If File Restore Still Misses Changes After the Main Fix
Even after understanding the restore point schedule, you may encounter situations where expected restore points are missing entirely or where version history does not contain the recent change. The following subsections cover those specific failure patterns.
No restore point appears for the shared library at all
If the restore page shows no dates highlighted, the library may have been created recently or may have no file activity. Restore points are generated only when the library contains files. If the library is empty, no restore point exists. Upload at least one file and wait 24 hours. The next day, a restore point should appear. If it does not, check that the site is not in read-only mode and that the library is not exceeding the 5,000-item limit for restore point generation.
Version history shows the file but the file restore removed it
If you ran a file restore and the file disappeared, the file was created after the restore point snapshot. The restore operation deleted it because it was not in the snapshot. The version history for that file still exists in the site recycle bin. Go to the site recycle bin, find the file, and restore it. After restoring, the file returns with its version history intact. Then use version history to restore the most recent version.

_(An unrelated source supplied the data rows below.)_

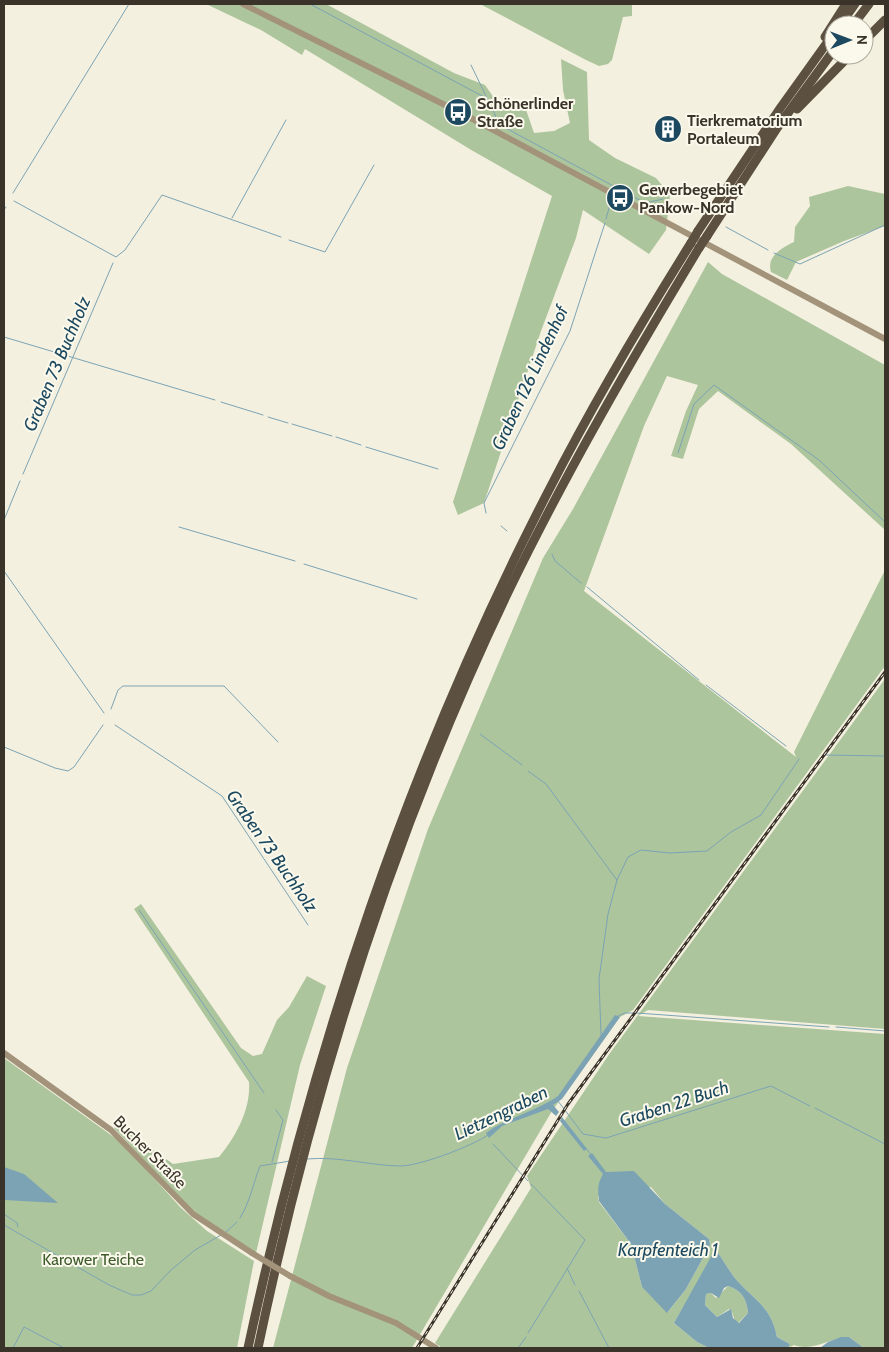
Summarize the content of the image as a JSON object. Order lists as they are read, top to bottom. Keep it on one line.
{"streets":{"main road":["Bucher Straße"]},"water":["Graben 73 Buchholz","Graben 126 Lindenhof","Graben 22 Buch","Lietzengraben","Karpfenteich 1"],"parks":["Karower Teiche"],"places":{"bus stop":["Schönerlinder Straße","Gewerbegebiet Pankow-Nord"],"building":["Tierkrematorium Portaleum"]},"north":"right"}
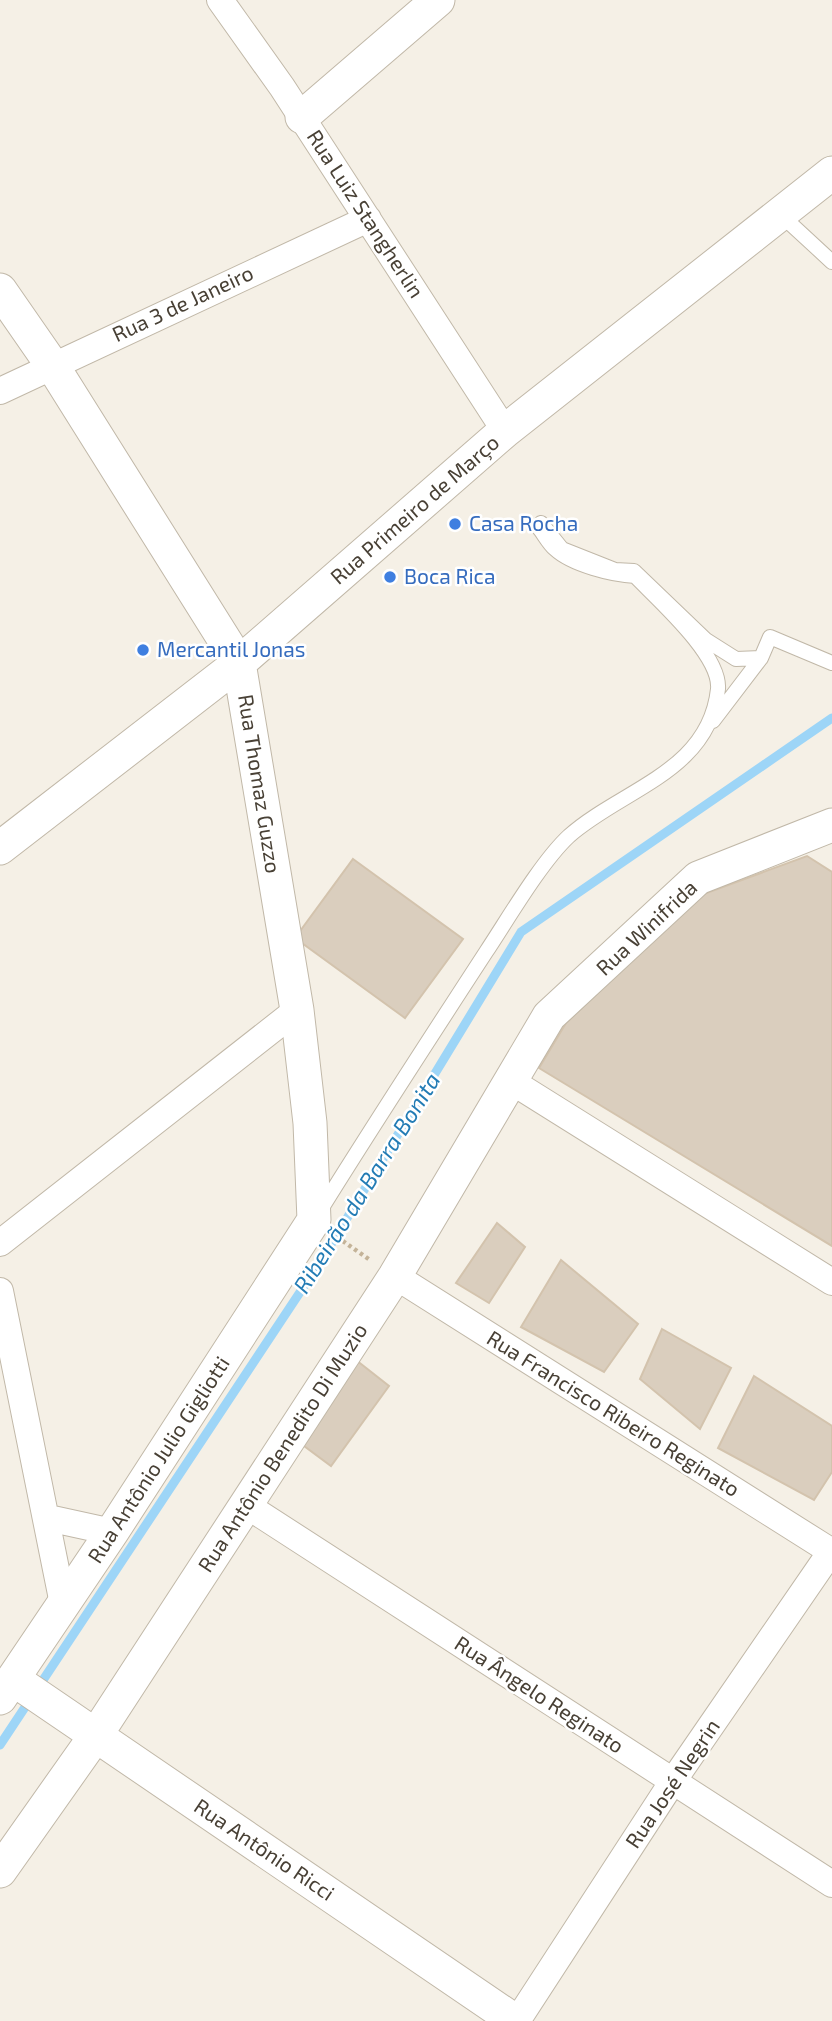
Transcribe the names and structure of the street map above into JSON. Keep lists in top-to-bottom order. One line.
{"streets":{"street":["Rua Luiz Stangherlin","Rua 3 de Janeiro","Rua Primeiro de Março","Rua Thomaz Guzzo","Rua Winifrida","Rua Francisco Ribeiro Reginato","Rua Antônio Benedito Di Muzio","Rua Antônio Julio Gigliotti","Rua Ângelo Reginato","Rua José Negrin","Rua Antônio Ricci"]},"crossings":[["Rua Luiz Stangherlin","Rua 3 de Janeiro"],["Rua Luiz Stangherlin","Rua Primeiro de Março"],["Rua 3 de Janeiro","Rua Thomaz Guzzo"],["Rua Primeiro de Março","Rua Thomaz Guzzo"],["Rua Thomaz Guzzo","Rua Antônio Julio Gigliotti"],["Rua Winifrida","Rua Antônio Benedito Di Muzio"],["Rua Francisco Ribeiro Reginato","Rua Antônio Benedito Di Muzio"],["Rua Francisco Ribeiro Reginato","Rua José Negrin"],["Rua Antônio Benedito Di Muzio","Rua Ângelo Reginato"],["Rua Antônio Benedito Di Muzio","Rua Antônio Ricci"],["Rua Antônio Julio Gigliotti","Rua Antônio Ricci"],["Rua Ângelo Reginato","Rua José Negrin"],["Rua José Negrin","Rua Antônio Ricci"]],"water":["Ribeirão da Barra Bonita"],"places":["Casa Rocha","Boca Rica","Mercantil Jonas"]}
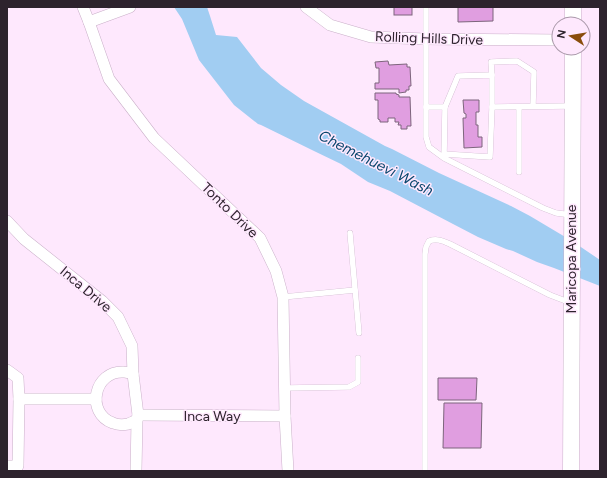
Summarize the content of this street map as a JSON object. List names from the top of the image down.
{
  "streets": {
    "street": [
      "Rolling Hills Drive",
      "Tonto Drive",
      "Maricopa Avenue",
      "Inca Drive",
      "Inca Way"
    ]
  },
  "crossings": [
    ["Tonto Drive", "Inca Way"],
    ["Inca Drive", "Inca Way"]
  ],
  "water": ["Chemehuevi Wash"],
  "north": "left"
}
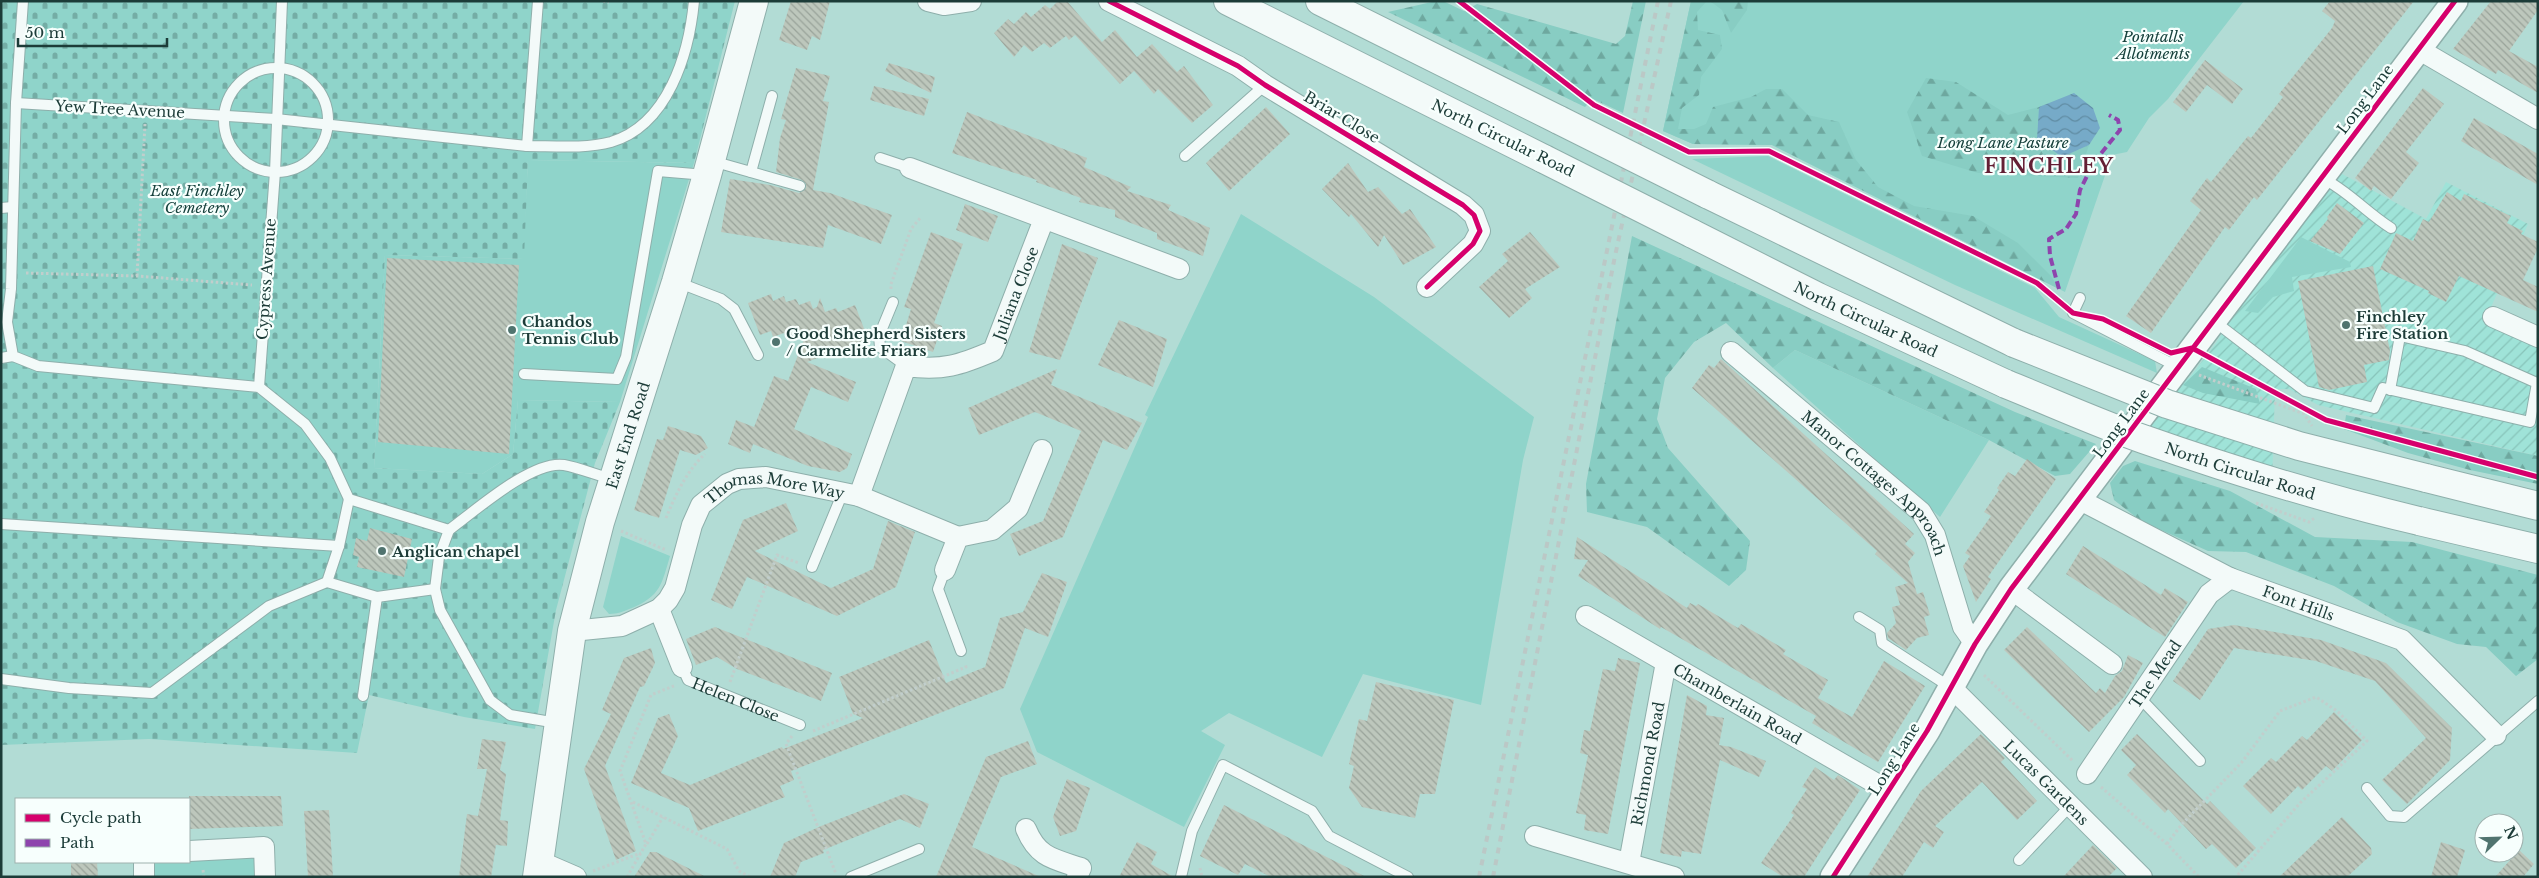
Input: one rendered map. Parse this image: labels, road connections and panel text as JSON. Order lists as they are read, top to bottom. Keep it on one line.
{"streets":{"main road":["North Circular Road","East End Road"],"street":["Long Lane","Briar Close","Juliana Close","Manor Cottages Approach","Thomas More Way","Font Hills","The Mead","Helen Close","Chamberlain Road","Richmond Road","Lucas Gardens"],"lane":["Yew Tree Avenue","Cypress Avenue"]},"crossings":[["Long Lane","Manor Cottages Approach"],["Long Lane","Font Hills"],["Long Lane","Chamberlain Road"],["Long Lane","Lucas Gardens"],["Yew Tree Avenue","Cypress Avenue"],["East End Road","Thomas More Way"],["Thomas More Way","Helen Close"],["Font Hills","The Mead"],["Chamberlain Road","Richmond Road"]],"districts":["FINCHLEY"],"parks":["Pointalls Allotments","Long Lane Pasture","East Finchley Cemetery"],"places":["Finchley Fire Station","Chandos Tennis Club","Good Shepherd Sisters / Carmelite Friars","Anglican chapel"],"legend":["Cycle path","Path"],"scale_bar":"50 m","north":"top right"}
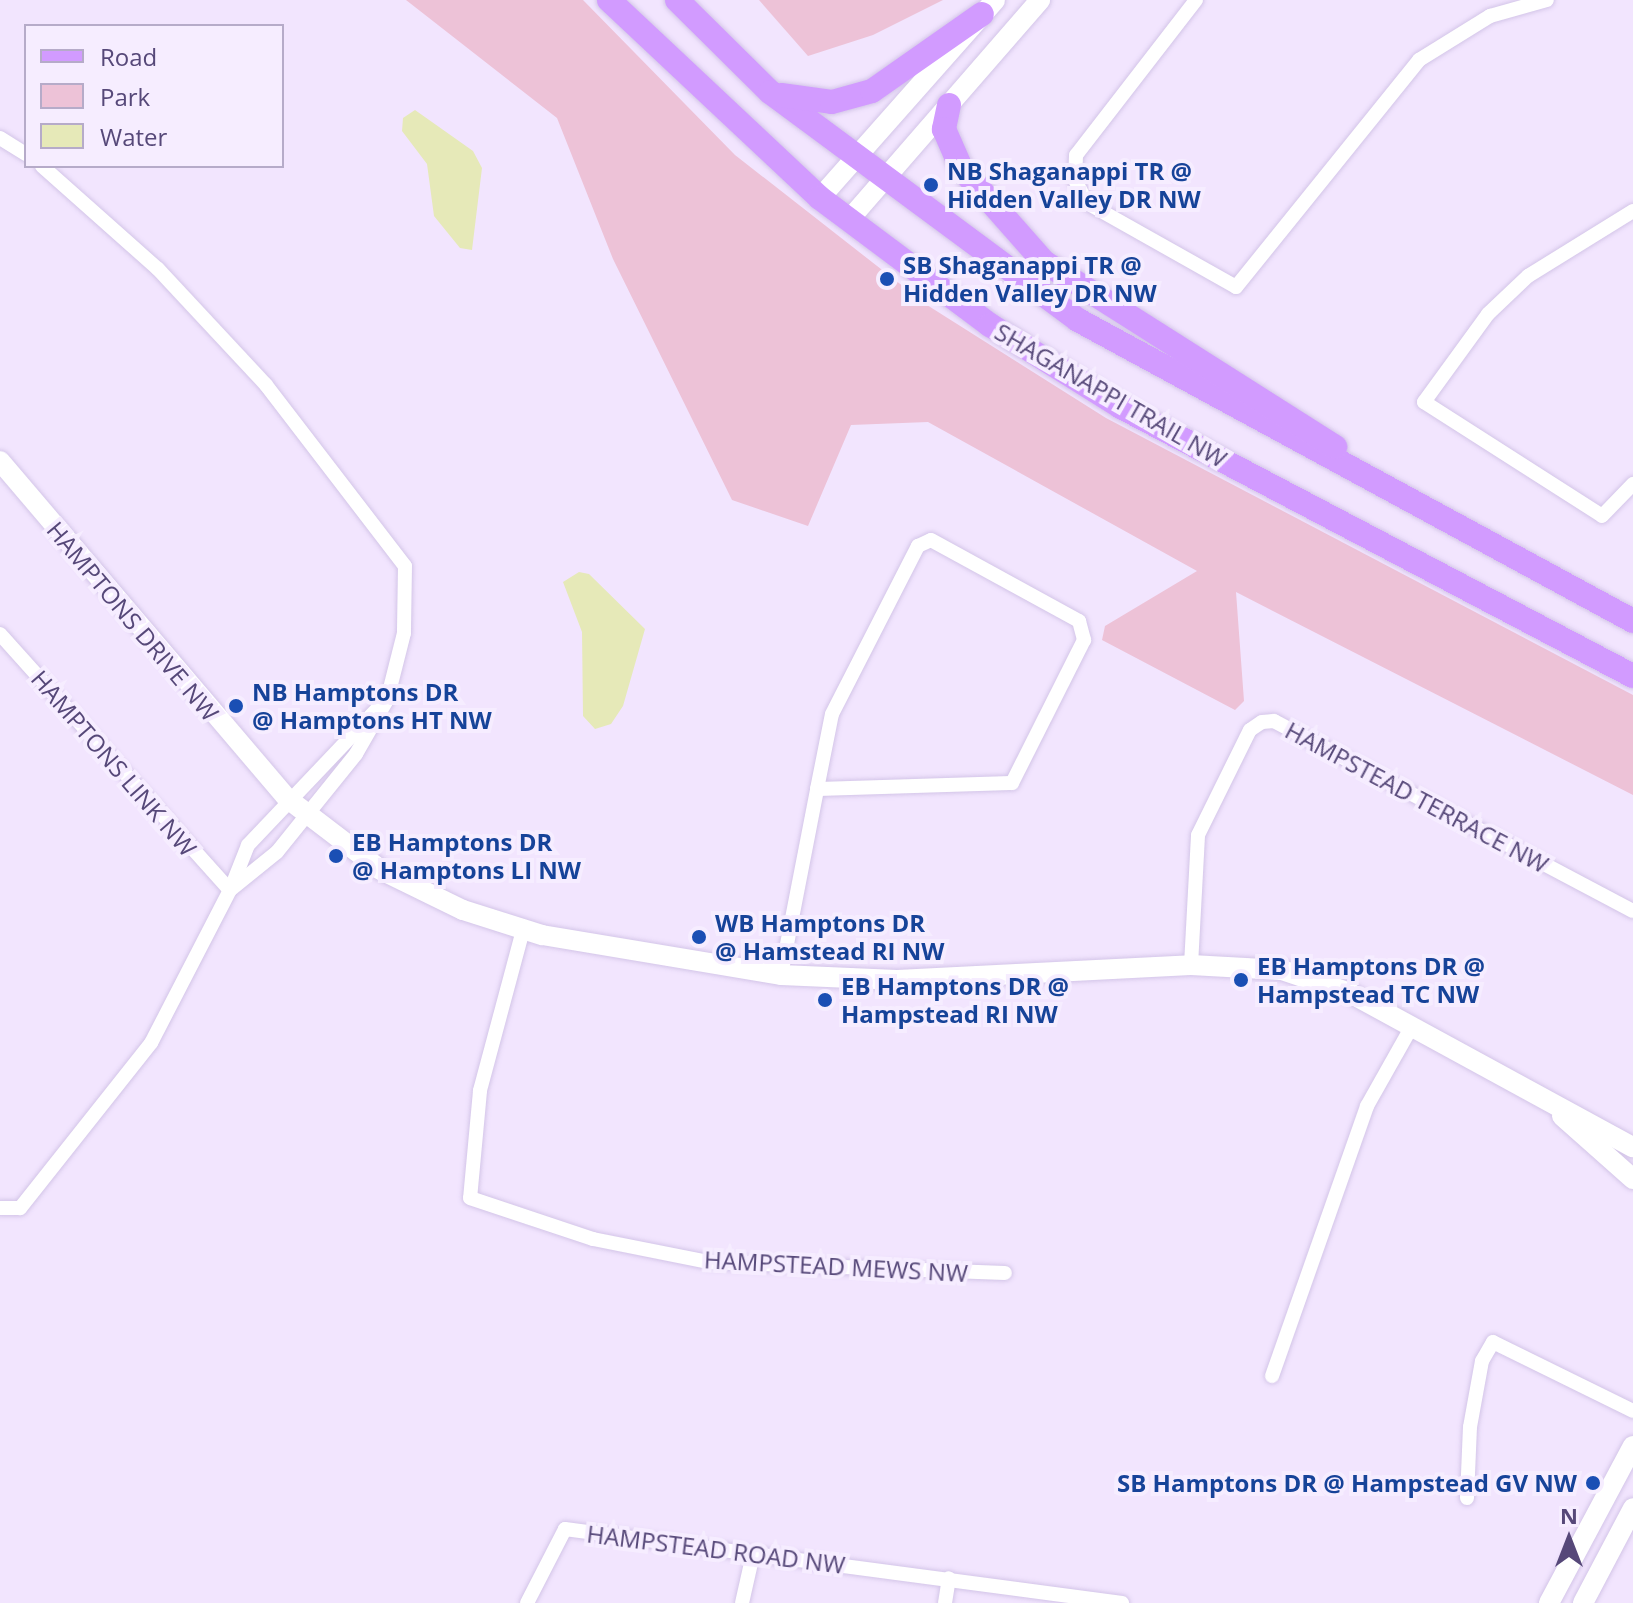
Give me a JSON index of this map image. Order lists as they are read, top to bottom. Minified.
{"streets":{"main road":["SHAGANAPPI TRAIL NW"],"street":["HAMPTONS DRIVE NW","HAMPTONS LINK NW","HAMPSTEAD TERRACE NW","HAMPSTEAD MEWS NW","HAMPSTEAD ROAD NW"]},"crossings":[["HAMPTONS DRIVE NW","HAMPSTEAD TERRACE NW"],["HAMPTONS DRIVE NW","HAMPSTEAD MEWS NW"]],"places":["NB Shaganappi TR @ Hidden Valley DR NW","SB Shaganappi TR @ Hidden Valley DR NW","NB Hamptons DR @ Hamptons HT NW","EB Hamptons DR @ Hamptons LI NW","WB Hamptons DR @ Hamstead RI NW","EB Hamptons DR @ Hampstead TC NW","EB Hamptons DR @ Hampstead RI NW","SB Hamptons DR @ Hampstead GV NW"],"legend":["Road","Park","Water"],"north":"top"}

User insists on a more recent restore point for a shared library
No administrative setting can change the restore point frequency for shared libraries. Microsoft Support cannot force an immediate snapshot. The only workaround is to use version history for individual files or to copy the current state of the library to another location before performing the restore. For example, export the library content to a local folder, run the restore, and then merge the exported files back manually.
| Item | Personal OneDrive Library | Shared Library (SharePoint Document Library) |
|---|---|---|
| Restore point frequency | Every 30 minutes | Once per day |
| Retention period | 30 days | 30 days |
| Version history availability during restore | Preserved but file is reverted to snapshot | Preserved but file is reverted to snapshot |
| Recovery of recent changes without version history | Possible if within 30 minutes of snapshot | Not possible; use version history or manual backup |
| Administrator control over snapshot schedule | None | None |
You now know that the file restore feature for shared libraries uses a daily snapshot and cannot capture changes made after that snapshot. Use version history to recover individual recent edits. For complete library recovery, communicate the snapshot schedule to users and encourage them to save critical changes through version history or manual backups. As an advanced tip, consider using Microsoft Power Automate to create a daily export of the shared library content to a separate location, giving you an additional recovery point that is not dependent on the automatic restore point schedule.